(Dataset entries)
-----
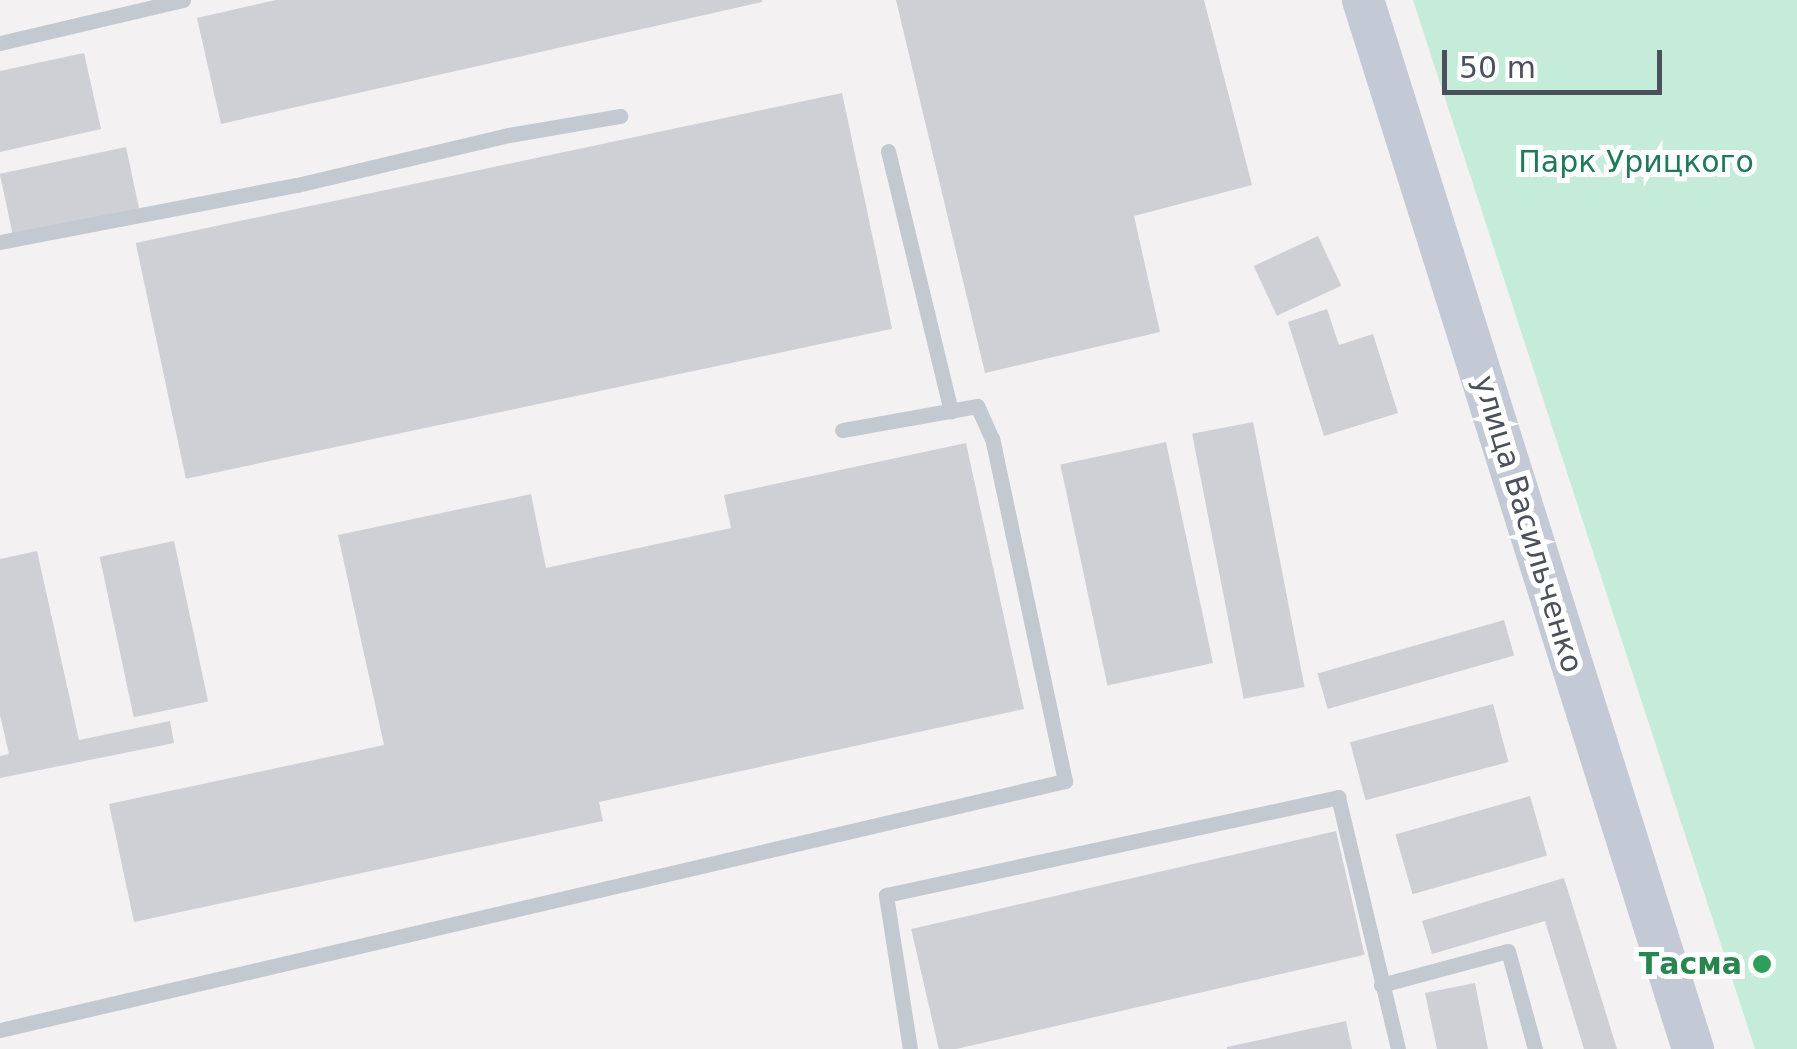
<!DOCTYPE html>
<html>
<head>
<meta charset="utf-8">
<style>
  body { margin:0 }
  #map { position:relative; width:1797px; height:1049px; overflow:hidden; background:#f3f1f1; font-family:"DejaVu Sans",sans-serif }
  div>[style] { position:absolute }
  [style*='--x'] { left:calc(var(--x)*1px); top:calc(var(--y)*1px); width:calc(var(--w)*1px); rotate:calc(var(--a)*1deg) }
  .green>* { inset:0; background:#c4ecd9 }
  .building>* { inset:0; background:#ced0d5; transform-origin:0 0 }
  .lane>* { height:15px; margin:-7.5px; padding:0 7.5px; transform-origin:7.5px; border-radius:7.5px; background:#c3c9d1 }
  .secondary>* { height:42px; margin:-21px; padding:0 21px; transform-origin:21px; border-radius:21px; background:#c3cad6 }
  .dots>* { width:28px; height:28px; translate:-50% -50%; box-sizing:border-box; border:5px solid #fff; border-radius:50% }
  span { translate:-50% -50%; white-space:nowrap; text-align:center; line-height:1.15; -webkit-text-stroke:10px #fff; paint-order:stroke }
  .park-label { font-size:30px; color:#1f7a59 }
  .street-label { font-size:30px; color:#4a515d }
  .leisure-label { font-size:30px; color:#27864d; font-weight:700 }
  .right { translate:-100% -50%; text-align:right }
  .scale { position:absolute; left:1442px; top:50px; width:220px; height:45px; box-sizing:border-box; border:5px solid #4a515d; border-top:0; padding-left:12px; font-size:30px; line-height:35px; white-space:nowrap; color:#4a515d; -webkit-text-stroke:8px #fff; paint-order:stroke }
</style>
</head>
<body>
<div id="map">
  <div class="green">
    <div style="clip-path:polygon(1413px 0,1797px 0,1797px 1049px,1755px 1049px)"></div>
  </div>
  <div class="building">
    <div style="clip-path:polygon(276px 0,762px 0,762px 2px,221px 124px,197px 18px)"></div>
    <div style="clip-path:polygon(896px 0,1204px 0,1252px 185px,1134px 216px,1160px 332px,985px 373px)"></div>
    <div style="clip-path:polygon(84px 53px,101px 129px,0 152px,0 71px)"></div>
    <div style="left:842px;top:93px;width:241px;height:722px;rotate:78deg"></div>
    <div style="left:126px;top:147px;width:66px;height:129px;rotate:78deg"></div>
    <div style="left:1318px;top:236px;width:55px;height:71px;rotate:65deg"></div>
    <div style="clip-path:polygon(1327px 309px,1339px 345px,1373px 334px,1398px 413px,1324px 436px,1288px 322px)"></div>
    <div style="left:1253px;top:422px;width:270px;height:62px;rotate:79deg"></div>
    <div style="left:1166px;top:442px;width:226px;height:108px;rotate:78deg"></div>
    <div style="clip-path:polygon(966px 443px,1024px 709px,599px 802px,603px 821px,134px 922px,109px 804px,384px 745px,338px 535px,531px 494px,546px 568px,731px 528px,724px 495px)"></div>
    <div style="left:174px;top:541px;width:164px;height:76px;rotate:78deg"></div>
    <div style="clip-path:polygon(37px 551px,79px 740px,170px 721px,174px 743px,0 778px,0 756px,9px 754px,0 715px,0 559px)"></div>
    <div style="left:1504px;top:620px;width:37px;height:194px;rotate:74deg"></div>
    <div style="left:1493px;top:704px;width:60px;height:148px;rotate:75deg"></div>
    <div style="left:1530px;top:796px;width:62px;height:140px;rotate:74deg"></div>
    <div style="left:1336px;top:831px;width:127px;height:436px;rotate:77deg"></div>
    <div style="clip-path:polygon(1564px 878px,1617px 1049px,1584px 1049px,1545px 921px,1432px 954px,1422px 921px)"></div>
    <div style="clip-path:polygon(1475px 983px,1488px 1049px,1437px 1049px,1425px 993px)"></div>
    <div style="clip-path:polygon(1346px 1021px,1352px 1049px,1227px 1049px,1227px 1047px)"></div>
  </div>
  <div class="lane">
    <div style="--x:0;--y:43;--w:188;--a:-13.2"></div>
    <div style="--x:888;--y:151;--w:268;--a:76.4"></div>
    <div style="--x:0;--y:242;--w:302;--a:-10.9"></div>
    <div style="--x:297;--y:185;--w:218;--a:-13.3"></div>
    <div style="--x:509;--y:135;--w:113;--a:-9.7"></div>
    <div style="--x:1381;--y:985;--w:131;--a:-15"></div>
    <div style="--x:1508;--y:951;--w:102;--a:74.6"></div>
    <div style="--x:0;--y:1030;--w:1094;--a:-13.16"></div>
    <div style="--x:1065;--y:781;--w:350;--a:-102"></div>
    <div style="--x:992;--y:439;--w:36;--a:-114"></div>
    <div style="--x:977;--y:406;--w:137;--a:169.9"></div>
    <div style="--x:910;--y:1049;--w:156;--a:-98.9"></div>
    <div style="--x:886;--y:895;--w:463;--a:-12.2"></div>
    <div style="--x:1338;--y:797;--w:259;--a:76.6"></div>
  </div>
  <div class="secondary">
    <div style="--x:1363;--y:0;--w:1100;--a:72.54"></div>
  </div>
  <div class="dots">
    <div style="left:1762px;top:964px;background:#2e9e5b"></div>
  </div>
  <div class="park-label">
    <span style="left:1636px;top:162px">Парк Урицкого</span>
  </div>
  <div class="street-label">
    <span style="left:1528px;top:524px;rotate:73deg">улица Васильченко</span>
  </div>
  <div class="leisure-label">
    <span class="right" style="left:1742px;top:964px">Тасма</span>
  </div>
  <div class="scale">50 m</div>
</div>
</body>
</html>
-----
Return every line of the data above in which "absolute" appears.

RESPONSE BOX ▸
  div>[style] { position:absolute }
  .scale { position:absolute; left:1442px; top:50px; width:220px; height:45px; box-sizing:border-box; border:5px solid #4a515d; border-top:0; padding-left:12px; font-size:30px; line-height:35px; white-space:nowrap; color:#4a515d; -webkit-text-stroke:8px #fff; paint-order:stroke }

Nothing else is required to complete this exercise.